The transaction was reported in a Form 4 filing with the Securities and Exchange Commission on December 18, 2024.

In other recent news, PlayStudios has reported mixed Q3 results, with revenues decreasing by 6% year-over-year to $71.2 million, while adjusted EBITDA increased by 8% to $14.6 million. Amid these developments, the company has launched a significant restructuring plan, which includes a 30% workforce reduction and the suspension of certain games, aiming to save between $25 million to $30 million annually. PlayStudios is also entering the sweepstakes casino market, with an initial offering planned for the first half of 2025.
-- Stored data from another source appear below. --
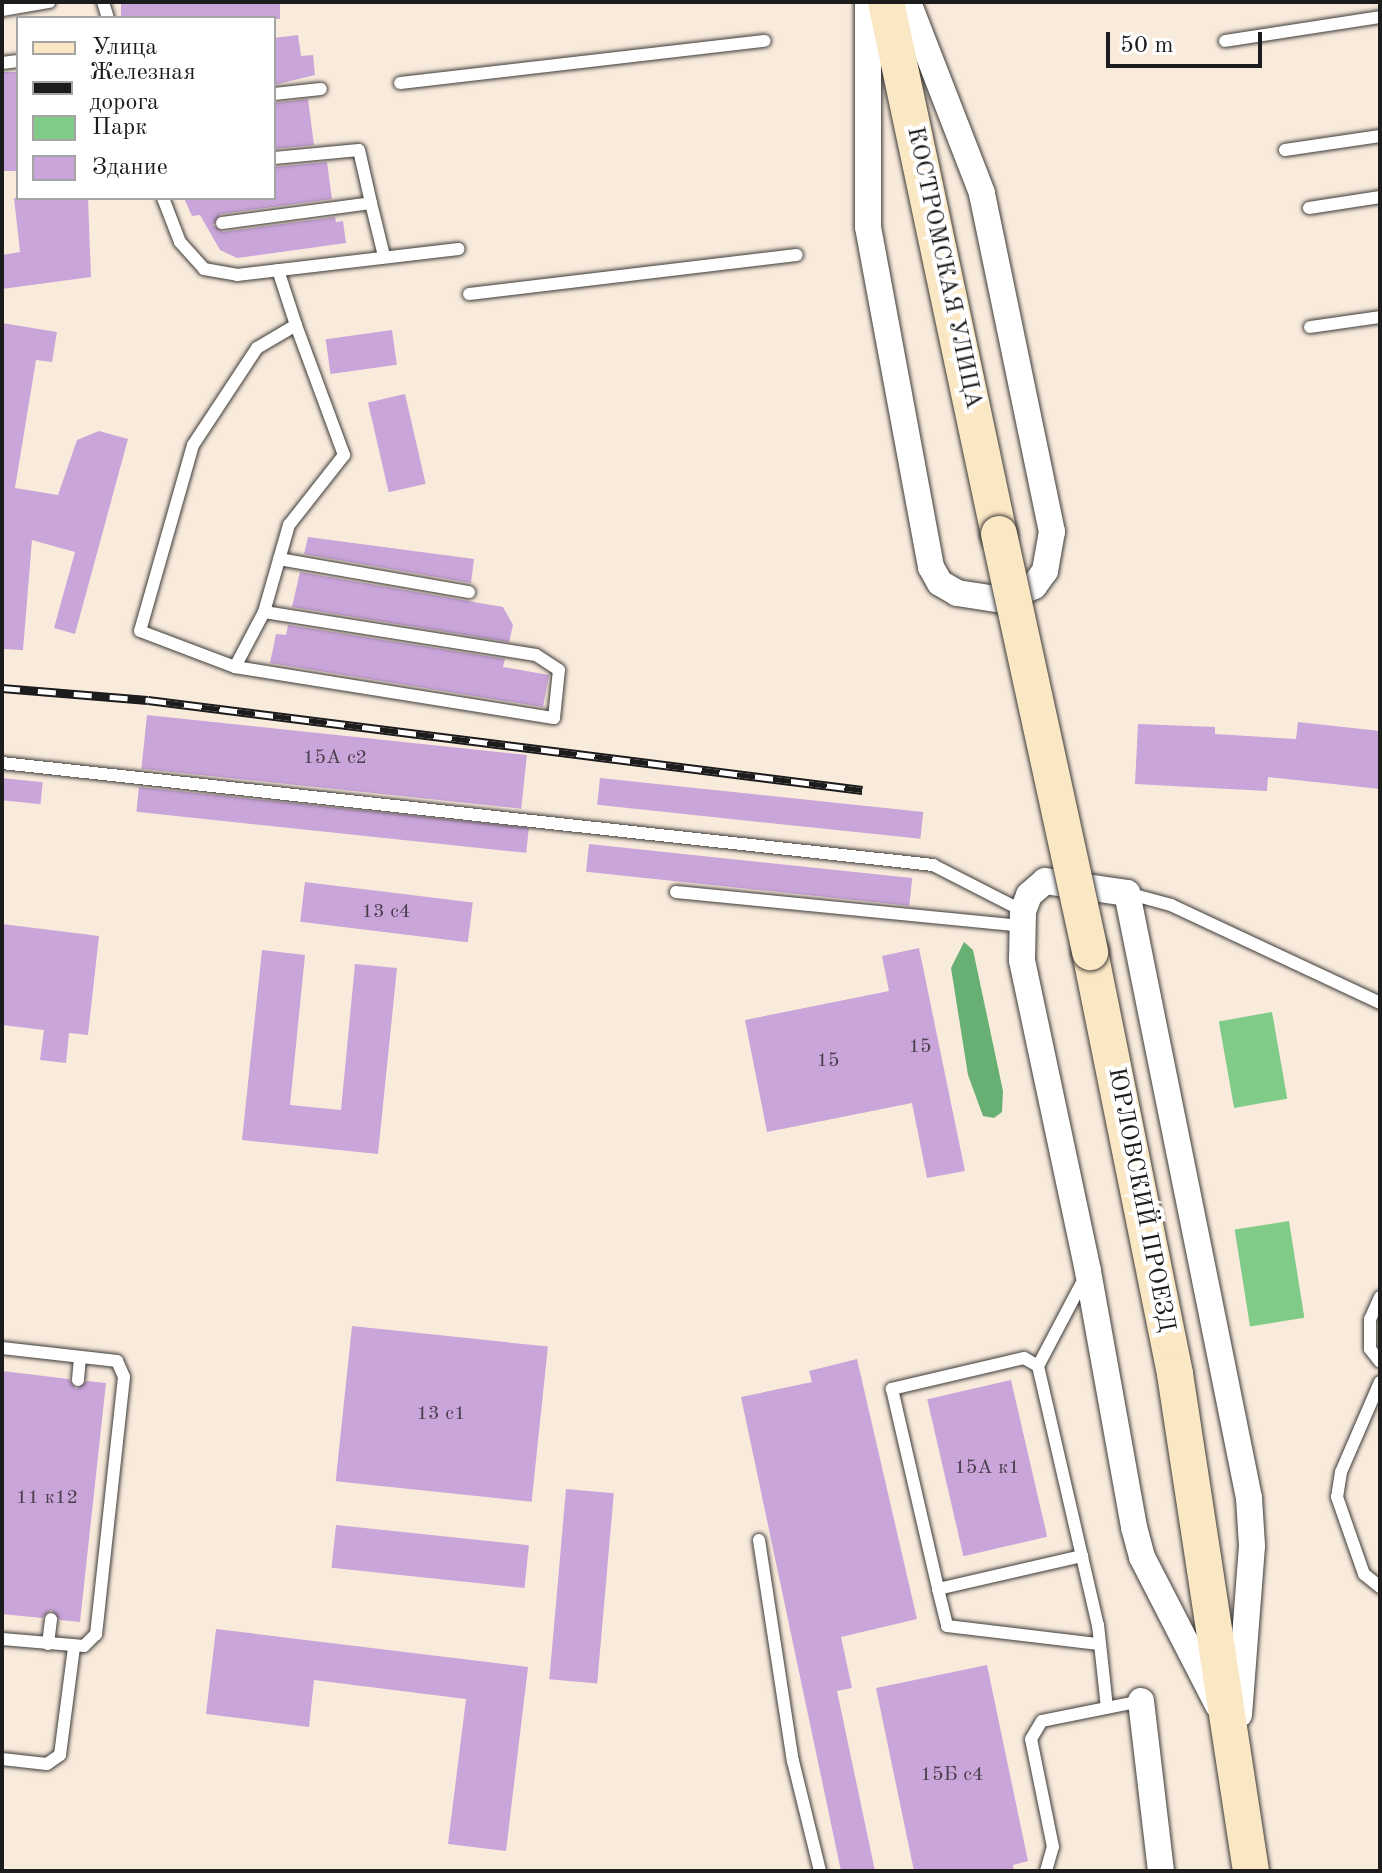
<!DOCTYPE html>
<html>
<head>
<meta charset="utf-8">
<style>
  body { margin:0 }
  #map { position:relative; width:1382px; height:1873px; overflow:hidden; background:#f9ebdc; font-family:"Old Standard TT",serif }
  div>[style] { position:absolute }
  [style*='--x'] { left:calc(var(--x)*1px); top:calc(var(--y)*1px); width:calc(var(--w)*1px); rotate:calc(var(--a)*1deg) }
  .green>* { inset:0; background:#80cb88; transform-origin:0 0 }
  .forest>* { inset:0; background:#68af74 }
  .building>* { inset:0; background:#caa5da; transform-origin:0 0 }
  .roads { filter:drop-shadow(0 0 2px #3d3b39) drop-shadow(0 0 2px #3d3b39) }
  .service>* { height:12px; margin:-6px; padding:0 6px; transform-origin:6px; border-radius:6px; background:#fff }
  .minor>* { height:26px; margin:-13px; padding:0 13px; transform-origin:13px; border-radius:13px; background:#fff }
  .secondary>* { height:36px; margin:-18px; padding:0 18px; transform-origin:18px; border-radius:18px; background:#fae7c3 }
  .rail>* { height:9px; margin-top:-4.5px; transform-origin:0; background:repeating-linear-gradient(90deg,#fff 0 18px,#1c1c1c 0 36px); box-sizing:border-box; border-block:2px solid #1c1c1c }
  .bridges { filter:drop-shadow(0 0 2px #3d3b39) drop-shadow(0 0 2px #3d3b39) }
  .secondary-bridge>* { height:36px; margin:-18px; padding:0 18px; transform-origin:18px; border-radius:18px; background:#fae7c3 }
  span { translate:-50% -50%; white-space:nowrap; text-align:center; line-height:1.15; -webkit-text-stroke:8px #fff; paint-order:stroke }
  .number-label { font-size:20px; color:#483e4c }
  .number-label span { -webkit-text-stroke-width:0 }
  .street-label { font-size:24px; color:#1c1c1c }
  .frame { position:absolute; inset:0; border:4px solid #1c1c1c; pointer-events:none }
  .legend { position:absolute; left:16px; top:16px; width:260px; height:184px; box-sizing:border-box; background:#fff; border:2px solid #a4a4a4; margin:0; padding:10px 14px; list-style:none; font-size:24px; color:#1c1c1c }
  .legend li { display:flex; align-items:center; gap:16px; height:40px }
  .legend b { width:40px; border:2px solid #a4a4a4 }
  .scale { position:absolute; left:1106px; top:32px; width:156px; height:36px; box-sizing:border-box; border:4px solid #1c1c1c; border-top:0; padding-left:10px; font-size:24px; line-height:28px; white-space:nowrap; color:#1c1c1c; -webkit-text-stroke:6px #fff; paint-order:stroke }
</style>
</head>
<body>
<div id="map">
  <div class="green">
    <i style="left:1272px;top:1012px;width:88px;height:54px;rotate:80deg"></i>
    <i style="left:1289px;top:1221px;width:98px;height:55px;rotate:81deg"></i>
  </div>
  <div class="forest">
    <i style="clip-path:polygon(964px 942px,973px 950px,1003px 1091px,1002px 1112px,994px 1118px,983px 1116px,968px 1075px,951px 968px)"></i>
  </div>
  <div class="building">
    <i style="left:121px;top:2px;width:159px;height:17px"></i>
    <i style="clip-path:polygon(298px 35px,301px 56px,313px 55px,315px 75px,274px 85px,274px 38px)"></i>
    <i style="left:18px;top:72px;width:99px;height:16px;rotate:90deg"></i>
    <i style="clip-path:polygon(308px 99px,314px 145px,274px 149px,274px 103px)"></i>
    <i style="clip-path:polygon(327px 162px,332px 199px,221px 214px,213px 225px,223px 232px,335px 217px,336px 222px,343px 221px,346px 243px,237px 258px,220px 250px,200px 215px,192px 216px,184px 198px,274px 198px,274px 167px)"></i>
    <i style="clip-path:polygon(14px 198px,88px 198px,91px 277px,2px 289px,2px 255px,20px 252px)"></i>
    <i style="clip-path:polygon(2px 323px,57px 332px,52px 362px,36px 360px,15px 488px,58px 495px,77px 440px,99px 431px,128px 439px,75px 634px,54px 628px,75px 552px,32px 540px,23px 650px,2px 649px)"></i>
    <i style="left:392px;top:330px;width:35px;height:67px;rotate:82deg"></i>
    <i style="left:405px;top:394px;width:92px;height:38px;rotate:77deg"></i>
    <i style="clip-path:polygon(308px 537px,474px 559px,471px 583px,304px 554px)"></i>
    <i style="clip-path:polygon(300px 572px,503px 607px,513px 625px,509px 642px,292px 607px)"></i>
    <i style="clip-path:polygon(288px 625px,505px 659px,503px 667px,549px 675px,543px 707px,270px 663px,276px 634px,286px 635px)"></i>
    <i style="left:147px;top:715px;width:382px;height:54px;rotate:6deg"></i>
    <i style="clip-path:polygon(1298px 722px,1380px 731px,1380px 789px,1268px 777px,1267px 791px,1135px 784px,1138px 724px,1215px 727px,1215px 734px,1296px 739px)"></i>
    <i style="left:2px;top:778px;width:41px;height:22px;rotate:6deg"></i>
    <i style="left:600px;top:778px;width:325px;height:27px;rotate:6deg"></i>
    <i style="left:139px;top:787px;width:392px;height:25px;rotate:6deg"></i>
    <i style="left:589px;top:844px;width:325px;height:28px;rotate:6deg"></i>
    <i style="left:305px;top:882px;width:169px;height:40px;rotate:7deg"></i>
    <i style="clip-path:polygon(2px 924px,99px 936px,88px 1035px,69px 1033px,66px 1063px,40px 1060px,44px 1030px,2px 1025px)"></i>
    <i style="clip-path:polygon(919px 948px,965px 1171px,927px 1178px,912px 1103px,767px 1132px,745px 1020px,889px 991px,882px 956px)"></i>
    <i style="clip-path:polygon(262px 950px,305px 955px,290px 1105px,341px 1110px,355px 964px,397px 968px,378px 1154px,242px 1140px)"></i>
    <i style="left:352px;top:1326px;width:197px;height:156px;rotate:6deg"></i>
    <i style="clip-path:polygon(857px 1359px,917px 1619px,841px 1637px,852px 1688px,837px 1691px,875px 1871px,841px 1871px,741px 1397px,812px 1382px,809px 1371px)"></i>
    <i style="clip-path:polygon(2px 1371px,69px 1379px,76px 1389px,87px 1381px,106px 1383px,80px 1622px,60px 1620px,51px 1610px,42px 1618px,2px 1614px)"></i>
    <i style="left:1011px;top:1380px;width:161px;height:86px;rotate:77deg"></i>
    <i style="left:566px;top:1489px;width:48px;height:191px;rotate:5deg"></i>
    <i style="left:336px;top:1525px;width:194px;height:43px;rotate:6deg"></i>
    <i style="clip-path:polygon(216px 1629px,528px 1667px,506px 1851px,448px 1844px,466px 1699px,314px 1680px,309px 1727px,206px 1714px)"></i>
    <i style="clip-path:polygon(987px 1665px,1028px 1861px,1013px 1865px,1014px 1871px,914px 1871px,876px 1688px)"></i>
  </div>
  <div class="roads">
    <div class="service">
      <i style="--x:103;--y:2;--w:17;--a:73"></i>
      <i style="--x:2;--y:10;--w:48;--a:-9.7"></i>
      <i style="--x:1225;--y:41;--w:157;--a:-8.8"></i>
      <i style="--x:2;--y:63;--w:16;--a:-7"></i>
      <i style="--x:400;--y:83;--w:367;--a:-6.6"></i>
      <i style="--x:274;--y:94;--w:47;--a:-6.1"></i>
      <i style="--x:1285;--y:150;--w:96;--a:-8.4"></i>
      <i style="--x:274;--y:158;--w:85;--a:-5.4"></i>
      <i style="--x:359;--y:150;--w:54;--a:77.2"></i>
      <i style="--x:163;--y:198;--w:47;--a:68.9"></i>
      <i style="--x:180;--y:242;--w:36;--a:48"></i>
      <i style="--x:204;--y:269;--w:34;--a:10"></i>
      <i style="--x:237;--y:275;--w:223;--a:-6.7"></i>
      <i style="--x:1309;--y:208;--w:72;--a:-8.8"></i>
      <i style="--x:222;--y:223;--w:150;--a:-7.6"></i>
      <i style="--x:371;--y:203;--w:55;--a:76.2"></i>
      <i style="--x:278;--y:270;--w:58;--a:71.9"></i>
      <i style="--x:296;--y:325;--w:45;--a:149.5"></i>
      <i style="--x:257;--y:348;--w:116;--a:123.4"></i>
      <i style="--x:193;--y:445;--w:193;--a:105.9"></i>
      <i style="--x:140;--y:631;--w:102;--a:20.8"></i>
      <i style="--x:235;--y:667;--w:62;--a:-62.2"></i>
      <i style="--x:264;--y:612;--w:91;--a:-74"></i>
      <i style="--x:289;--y:525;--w:89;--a:-51.8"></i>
      <i style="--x:344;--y:455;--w:139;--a:-110.3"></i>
      <i style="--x:469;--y:294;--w:330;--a:-6.8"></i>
      <i style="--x:1310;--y:327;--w:71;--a:-8.1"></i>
      <i style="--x:279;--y:559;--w:193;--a:9.9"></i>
      <i style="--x:235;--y:667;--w:323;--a:9.1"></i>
      <i style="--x:554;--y:718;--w:48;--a:-84.1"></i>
      <i style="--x:559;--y:670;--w:27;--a:-147"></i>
      <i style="--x:536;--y:655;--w:275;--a:-171"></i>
      <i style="--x:2;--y:763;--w:937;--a:6.25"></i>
      <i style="--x:933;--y:865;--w:101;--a:27.1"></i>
      <i style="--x:676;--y:892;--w:347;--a:5.6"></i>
      <i style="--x:1127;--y:893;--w:46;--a:15.3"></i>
      <i style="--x:1171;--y:905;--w:231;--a:25.1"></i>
      <i style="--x:1086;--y:1275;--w:103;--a:117.8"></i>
      <i style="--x:1038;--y:1366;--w:266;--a:77"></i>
      <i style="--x:1098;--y:1625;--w:83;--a:83.8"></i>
      <i style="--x:1380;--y:1297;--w:24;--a:114"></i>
      <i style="--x:1370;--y:1319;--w:30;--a:90"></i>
      <i style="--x:1370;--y:1349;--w:16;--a:52"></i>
      <i style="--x:2;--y:1348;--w:116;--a:6.4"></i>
      <i style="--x:117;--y:1361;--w:17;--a:66"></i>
      <i style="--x:124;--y:1377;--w:259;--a:96.2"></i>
      <i style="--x:96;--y:1634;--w:17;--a:135"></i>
      <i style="--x:84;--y:1646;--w:82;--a:-175.1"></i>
      <i style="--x:1038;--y:1366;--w:16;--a:-150"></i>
      <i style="--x:1024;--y:1358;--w:136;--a:166.8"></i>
      <i style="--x:892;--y:1389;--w:205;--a:77"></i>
      <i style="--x:938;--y:1589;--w:148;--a:-12.9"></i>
      <i style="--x:78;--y:1380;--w:23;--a:-85"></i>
      <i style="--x:1380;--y:1382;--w:98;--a:113.4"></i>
      <i style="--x:1341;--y:1472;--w:25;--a:99"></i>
      <i style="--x:1337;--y:1497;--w:82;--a:70.7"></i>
      <i style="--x:1364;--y:1574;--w:21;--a:39"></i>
      <i style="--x:759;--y:1540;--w:224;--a:81.3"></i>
      <i style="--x:793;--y:1761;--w:113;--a:76.2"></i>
      <i style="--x:938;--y:1589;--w:38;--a:76"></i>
      <i style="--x:947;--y:1626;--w:153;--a:6.8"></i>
      <i style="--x:48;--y:1644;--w:25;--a:-83"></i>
      <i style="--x:2;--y:1759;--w:45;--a:6.3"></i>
      <i style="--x:47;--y:1764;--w:16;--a:-35"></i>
      <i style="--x:60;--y:1755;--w:109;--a:-82.6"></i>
      <i style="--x:1046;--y:1871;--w:25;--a:-74"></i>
      <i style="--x:1053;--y:1847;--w:110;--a:-101.5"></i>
      <i style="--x:1031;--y:1739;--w:21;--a:-59"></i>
      <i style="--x:1042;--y:1721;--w:101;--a:-11.4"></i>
    </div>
    <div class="minor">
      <i style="--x:868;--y:2;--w:225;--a:90"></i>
      <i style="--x:868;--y:227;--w:346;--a:79.5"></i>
      <i style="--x:931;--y:567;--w:18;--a:61"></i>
      <i style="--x:940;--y:583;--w:20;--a:30"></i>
      <i style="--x:957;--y:593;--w:47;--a:8.7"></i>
      <i style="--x:1003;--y:600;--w:34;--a:-24"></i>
      <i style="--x:1034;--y:586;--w:19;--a:-54"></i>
      <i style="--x:1045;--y:571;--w:40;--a:-80"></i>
      <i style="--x:1052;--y:532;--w:346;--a:-101.7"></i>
      <i style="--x:982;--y:193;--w:205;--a:-111.2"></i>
      <i style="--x:1141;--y:1701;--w:171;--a:83.3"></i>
      <i style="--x:1218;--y:1705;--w:166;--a:-117.2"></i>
      <i style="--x:1142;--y:1557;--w:31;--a:-105"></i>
      <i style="--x:1134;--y:1527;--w:260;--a:-100.2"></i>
      <i style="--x:1088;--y:1271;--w:318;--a:-102"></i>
      <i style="--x:1022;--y:960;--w:49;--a:-88.8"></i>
      <i style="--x:1023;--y:911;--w:17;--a:-69"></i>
      <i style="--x:1029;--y:895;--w:21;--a:-41"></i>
      <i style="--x:1045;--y:881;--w:83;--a:8.3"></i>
      <i style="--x:1127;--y:893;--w:617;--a:78.6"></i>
      <i style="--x:1249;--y:1498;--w:48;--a:86.4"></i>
      <i style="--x:1252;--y:1546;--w:169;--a:94.4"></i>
    </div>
    <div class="secondary">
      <i style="--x:886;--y:2;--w:544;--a:78.01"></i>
      <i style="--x:1090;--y:952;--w:430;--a:78.6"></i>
      <i style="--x:1175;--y:1374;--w:503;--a:81.31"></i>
    </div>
  </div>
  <div class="rail">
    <i style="--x:2;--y:688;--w:146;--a:4.7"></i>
    <i style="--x:148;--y:700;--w:720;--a:7.18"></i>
  </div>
  <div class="bridges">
    <div class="secondary-bridge">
      <i style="--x:999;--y:534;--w:428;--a:77.7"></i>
    </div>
  </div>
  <div class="number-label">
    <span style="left:335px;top:758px">15А с2</span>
    <span style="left:386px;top:912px">13 с4</span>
    <span style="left:920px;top:1047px">15</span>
    <span style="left:828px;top:1061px">15</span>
    <span style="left:441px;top:1414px">13 с1</span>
    <span style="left:987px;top:1468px">15А к1</span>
    <span style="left:47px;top:1498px">11 к12</span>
    <span style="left:952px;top:1775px">15Б с4</span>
  </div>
  <div class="street-label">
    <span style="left:943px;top:268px;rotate:78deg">КОСТРОМСКАЯ УЛИЦА</span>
    <span style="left:1140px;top:1200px;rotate:79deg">ЮРЛОВСКИЙ ПРОЕЗД</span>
  </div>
  <div class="frame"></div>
  <ul class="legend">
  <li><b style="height:10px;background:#fae7c3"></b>Улица</li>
  <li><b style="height:10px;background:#1c1c1c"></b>Железная дорога</li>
  <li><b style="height:22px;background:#80cb88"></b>Парк</li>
  <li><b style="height:22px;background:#caa5da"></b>Здание</li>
  </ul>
  <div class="scale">50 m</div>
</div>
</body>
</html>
Macquarie has reiterated its Outperform rating and a $3.00 price target for PlayStudios, adjusting its revenue forecasts for 2025 and 2026 downward, but slightly increasing EBITDA estimates. This reflects the anticipated benefits from the cost reduction program.

Furthermore, PlayStudios is actively seeking merger and acquisition opportunities, backed by over $100 million in net cash. The company has also restarted its share repurchase program, buying back nearly 10% of its stock this year. These recent developments indicate PlayStudios' strategic moves to navigate industry pressures and enhance performance.